The biggest surprise of the study, said Fisher, was that these lessons applied even to the initial basic unit of the research team itself, which, in the beginning, suffered from poor communication and engagement. “You had to start within the smallest unit of collaboration, then carry it outward,” he said. “We couldn’t assume that all of the team members were working together toward the same goal.”
The second lesson the research team drew from the project is that stakeholders must continually adjust project timing and the expectations of communities and donors and stakeholders, so that expectations are realistic. In the Amarakaeri, this meant developing an annual plan with predetermined meeting dates, plus biweekly or monthly shorter-term plans so that all groups could adapt to new agendas.
The third lesson they drew from the project is highly intuitive, said Fisher: It’s essential to build multidisciplinary expertise among all participants. In the specific case of the Amarakaeri, this meant training participants in the legal rights of indigenous communities, available conflict resolution institutions in the area, rights and responsibilities of various stakeholders related to natural resource use and governance, and technical resource management issues, such as safe and legal mining and how to assess and monitor impacts on biodiversity and water quality. Because these gaps in technical knowledge were highly specific, the group recruited academics, NGOs, legal consultants and others to develop specific training modules tailored to various stakeholders’ needs and learning styles. (These materials are publicly available online.)

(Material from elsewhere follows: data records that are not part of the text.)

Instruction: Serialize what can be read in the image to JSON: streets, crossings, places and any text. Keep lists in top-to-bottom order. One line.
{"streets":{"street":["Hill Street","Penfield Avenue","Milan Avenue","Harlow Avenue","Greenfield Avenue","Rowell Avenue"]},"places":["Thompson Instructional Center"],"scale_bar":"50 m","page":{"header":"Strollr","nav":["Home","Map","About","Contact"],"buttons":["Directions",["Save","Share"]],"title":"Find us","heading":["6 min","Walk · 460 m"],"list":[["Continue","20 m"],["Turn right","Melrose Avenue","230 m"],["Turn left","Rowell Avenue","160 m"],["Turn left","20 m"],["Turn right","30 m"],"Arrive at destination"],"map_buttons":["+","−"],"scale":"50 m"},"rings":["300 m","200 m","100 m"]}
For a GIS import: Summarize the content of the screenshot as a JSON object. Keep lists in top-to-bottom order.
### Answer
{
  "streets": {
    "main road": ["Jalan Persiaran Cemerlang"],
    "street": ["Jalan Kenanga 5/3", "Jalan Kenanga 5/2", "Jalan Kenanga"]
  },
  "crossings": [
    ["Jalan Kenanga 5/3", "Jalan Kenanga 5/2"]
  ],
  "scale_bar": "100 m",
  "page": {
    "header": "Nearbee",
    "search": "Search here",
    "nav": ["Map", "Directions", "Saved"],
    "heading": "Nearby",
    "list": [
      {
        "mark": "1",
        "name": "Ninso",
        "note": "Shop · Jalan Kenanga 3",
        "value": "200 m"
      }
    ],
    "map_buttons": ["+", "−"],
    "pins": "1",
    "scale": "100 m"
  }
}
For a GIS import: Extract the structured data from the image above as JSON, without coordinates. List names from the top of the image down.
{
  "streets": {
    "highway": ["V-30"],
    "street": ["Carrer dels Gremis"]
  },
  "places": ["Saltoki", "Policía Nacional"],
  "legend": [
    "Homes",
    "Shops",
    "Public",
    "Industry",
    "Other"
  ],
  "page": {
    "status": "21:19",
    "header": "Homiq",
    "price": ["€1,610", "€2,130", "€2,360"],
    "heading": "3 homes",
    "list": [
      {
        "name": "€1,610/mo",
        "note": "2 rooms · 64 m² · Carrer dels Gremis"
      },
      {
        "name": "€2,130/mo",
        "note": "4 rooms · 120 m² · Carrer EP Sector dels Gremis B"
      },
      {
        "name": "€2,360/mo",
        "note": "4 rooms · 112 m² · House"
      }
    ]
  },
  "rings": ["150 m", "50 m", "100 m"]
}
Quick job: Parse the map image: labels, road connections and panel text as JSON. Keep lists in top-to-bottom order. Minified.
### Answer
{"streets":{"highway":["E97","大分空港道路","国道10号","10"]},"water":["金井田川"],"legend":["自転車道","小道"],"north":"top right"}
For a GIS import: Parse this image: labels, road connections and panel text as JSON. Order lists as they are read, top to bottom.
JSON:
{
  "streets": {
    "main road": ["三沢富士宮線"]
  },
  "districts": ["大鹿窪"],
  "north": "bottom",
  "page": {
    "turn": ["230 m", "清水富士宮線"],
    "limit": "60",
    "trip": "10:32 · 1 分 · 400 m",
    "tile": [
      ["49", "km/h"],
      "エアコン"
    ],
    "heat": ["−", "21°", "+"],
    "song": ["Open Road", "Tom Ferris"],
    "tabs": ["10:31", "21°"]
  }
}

As for tools and methodologies of data collection and evaluation, the research team found that a mixed-method approach worked best. They used traditional tools of “logical frameworks,” which help set clear program objectives, define indicators of success and outline critical assumptions on which a project is based, together with biodiversity assessments for the collection of performance level data. They also applied “outcome harvesting,” a participatory process by which the implementation team identifies plausible outcomes, investigates them using a variety of data collection methods, and then triangulates these data sources to verify reported outcomes.
As for methods that can enable scholars and practitioners from distinct fields to engage in deep collaboration, Fisher and his colleagues found it useful to use “conflict sensitive conservation” as an explicit theory of change to guide the intervention. In addition, they built adaptive management strategies into implementation. These strategies allowed the project to achieve a balance between the rigor required for research with the flexibility required for solution of dynamic multiparty conflicts.
Ultimately, the lessons Fisher and his team drew from their work will be particularly useful when applied to conflict resolution efforts in areas with weak governance, a mix of public, private and indigenous interests, limited state capacity and high value extractive resources to exploit, he said. The supplemental materials that accompany the published journal article include a series of templates meant to help other projects do the deep engagement and capacity building better.
“Everybody’s trying to figure out how to best manage the resources and develop sustainable livelihoods for people living around protected areas. So everybody’s grappling with these same sets of questions,” said Fisher.